Problem to work on
When the data below is printed, every line must match exactly and the images must be absent.

Given material
**********

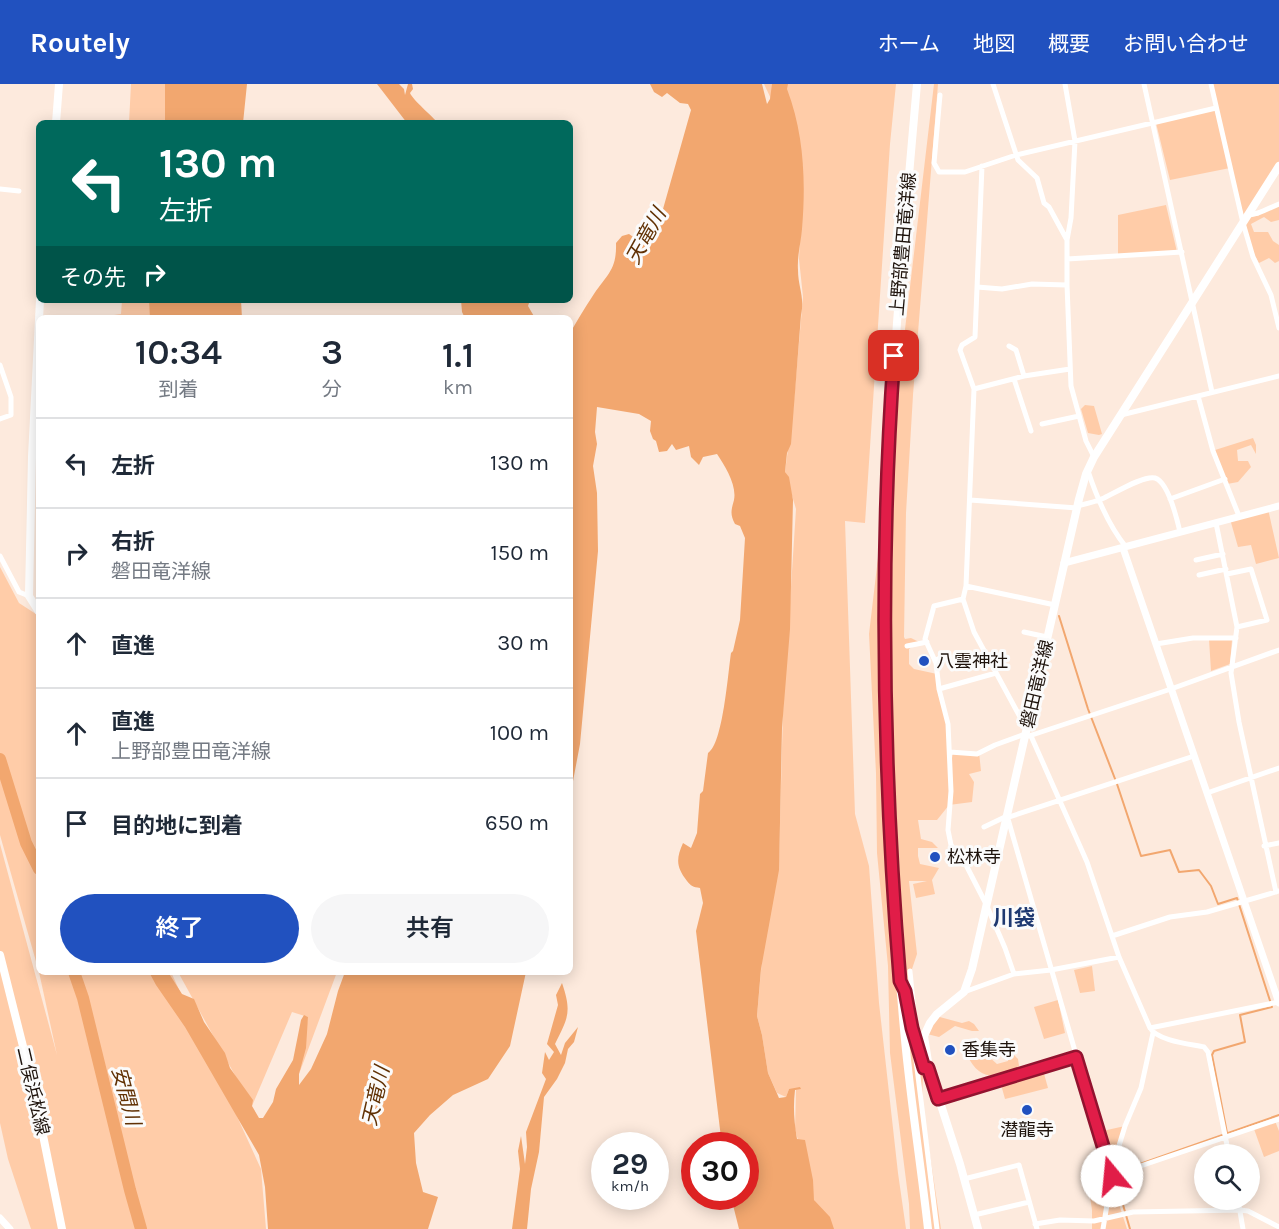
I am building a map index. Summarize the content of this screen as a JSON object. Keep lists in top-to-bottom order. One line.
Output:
{"streets":{"main road":["上野部豊田竜洋線","磐田竜洋線","二俣浜松線"]},"districts":["川袋"],"water":["天竜川","安間川"],"places":["八雲神社","松林寺","香集寺","潜龍寺"],"page":{"header":"Routely","nav":["ホーム","地図","概要","お問い合わせ"],"turn":["130 m","左折"],"then":"その先","eta":["10:34","到着","3","分","1.1","km"],"list":[{"name":"左折","value":"130 m"},{"name":"右折","note":"磐田竜洋線","value":"150 m"},{"name":"直進","value":"30 m"},{"name":"直進","note":"上野部豊田竜洋線","value":"100 m"},{"name":"目的地に到着","value":"650 m"}],"buttons":["終了","共有"],"speed":"29 km/h","limit":"30"}}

**********

Exercise answer
I am building a map index. Summarize the content of this screen as a JSON object. Keep lists in top-to-bottom order. One line.
Output:
{"streets":{"main road":["上野部豊田竜洋線","磐田竜洋線","二俣浜松線"]},"districts":["川袋"],"water":["天竜川","安間川"],"places":["八雲神社","松林寺","香集寺","潜龍寺"],"page":{"header":"Routely","nav":["ホーム","地図","概要","お問い合わせ"],"turn":["130 m","左折"],"then":"その先","eta":["10:34","到着","3","分","1.1","km"],"list":[{"name":"左折","value":"130 m"},{"name":"右折","note":"磐田竜洋線","value":"150 m"},{"name":"直進","value":"30 m"},{"name":"直進","note":"上野部豊田竜洋線","value":"100 m"},{"name":"目的地に到着","value":"650 m"}],"buttons":["終了","共有"],"speed":"29 km/h","limit":"30"}}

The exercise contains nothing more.